[RECORDS FOR PROCESSING]
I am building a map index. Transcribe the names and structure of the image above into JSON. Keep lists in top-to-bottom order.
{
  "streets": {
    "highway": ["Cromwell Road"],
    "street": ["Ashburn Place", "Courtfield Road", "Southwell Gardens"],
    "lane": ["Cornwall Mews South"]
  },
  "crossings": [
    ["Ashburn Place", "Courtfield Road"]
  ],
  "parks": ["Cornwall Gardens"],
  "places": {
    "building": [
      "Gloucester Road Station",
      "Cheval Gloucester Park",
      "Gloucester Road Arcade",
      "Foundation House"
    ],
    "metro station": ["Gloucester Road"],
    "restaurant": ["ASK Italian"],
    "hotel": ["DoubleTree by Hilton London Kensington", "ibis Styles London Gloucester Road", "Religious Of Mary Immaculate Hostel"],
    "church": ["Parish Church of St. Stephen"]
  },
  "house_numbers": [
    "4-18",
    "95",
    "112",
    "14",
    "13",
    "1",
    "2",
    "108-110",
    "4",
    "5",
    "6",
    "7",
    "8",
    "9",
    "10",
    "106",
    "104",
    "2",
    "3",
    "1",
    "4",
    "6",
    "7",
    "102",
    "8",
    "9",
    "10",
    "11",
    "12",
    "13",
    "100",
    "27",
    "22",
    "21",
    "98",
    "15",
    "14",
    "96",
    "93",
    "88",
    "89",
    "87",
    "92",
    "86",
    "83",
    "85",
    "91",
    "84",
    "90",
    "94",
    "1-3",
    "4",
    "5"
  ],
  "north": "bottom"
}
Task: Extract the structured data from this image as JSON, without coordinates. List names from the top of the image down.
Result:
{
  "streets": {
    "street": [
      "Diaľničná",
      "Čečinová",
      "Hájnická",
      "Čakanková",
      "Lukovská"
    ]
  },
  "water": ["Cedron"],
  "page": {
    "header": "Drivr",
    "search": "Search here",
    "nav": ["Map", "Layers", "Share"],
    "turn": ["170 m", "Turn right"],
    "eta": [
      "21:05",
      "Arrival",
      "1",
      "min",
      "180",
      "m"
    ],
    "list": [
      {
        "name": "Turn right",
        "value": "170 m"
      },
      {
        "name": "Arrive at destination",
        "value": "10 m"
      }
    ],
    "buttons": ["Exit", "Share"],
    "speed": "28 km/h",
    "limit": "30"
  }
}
[/RECORDS FOR PROCESSING]
■ **TASK ITEM**:
Could you give every entry again, exactly as written?

■ **EXPECTED ANSWER**:
I am building a map index. Transcribe the names and structure of the image above into JSON. Keep lists in top-to-bottom order.
{
  "streets": {
    "highway": ["Cromwell Road"],
    "street": ["Ashburn Place", "Courtfield Road", "Southwell Gardens"],
    "lane": ["Cornwall Mews South"]
  },
  "crossings": [
    ["Ashburn Place", "Courtfield Road"]
  ],
  "parks": ["Cornwall Gardens"],
  "places": {
    "building": [
      "Gloucester Road Station",
      "Cheval Gloucester Park",
      "Gloucester Road Arcade",
      "Foundation House"
    ],
    "metro station": ["Gloucester Road"],
    "restaurant": ["ASK Italian"],
    "hotel": ["DoubleTree by Hilton London Kensington", "ibis Styles London Gloucester Road", "Religious Of Mary Immaculate Hostel"],
    "church": ["Parish Church of St. Stephen"]
  },
  "house_numbers": [
    "4-18",
    "95",
    "112",
    "14",
    "13",
    "1",
    "2",
    "108-110",
    "4",
    "5",
    "6",
    "7",
    "8",
    "9",
    "10",
    "106",
    "104",
    "2",
    "3",
    "1",
    "4",
    "6",
    "7",
    "102",
    "8",
    "9",
    "10",
    "11",
    "12",
    "13",
    "100",
    "27",
    "22",
    "21",
    "98",
    "15",
    "14",
    "96",
    "93",
    "88",
    "89",
    "87",
    "92",
    "86",
    "83",
    "85",
    "91",
    "84",
    "90",
    "94",
    "1-3",
    "4",
    "5"
  ],
  "north": "bottom"
}
Task: Extract the structured data from this image as JSON, without coordinates. List names from the top of the image down.
Result:
{
  "streets": {
    "street": [
      "Diaľničná",
      "Čečinová",
      "Hájnická",
      "Čakanková",
      "Lukovská"
    ]
  },
  "water": ["Cedron"],
  "page": {
    "header": "Drivr",
    "search": "Search here",
    "nav": ["Map", "Layers", "Share"],
    "turn": ["170 m", "Turn right"],
    "eta": [
      "21:05",
      "Arrival",
      "1",
      "min",
      "180",
      "m"
    ],
    "list": [
      {
        "name": "Turn right",
        "value": "170 m"
      },
      {
        "name": "Arrive at destination",
        "value": "10 m"
      }
    ],
    "buttons": ["Exit", "Share"],
    "speed": "28 km/h",
    "limit": "30"
  }
}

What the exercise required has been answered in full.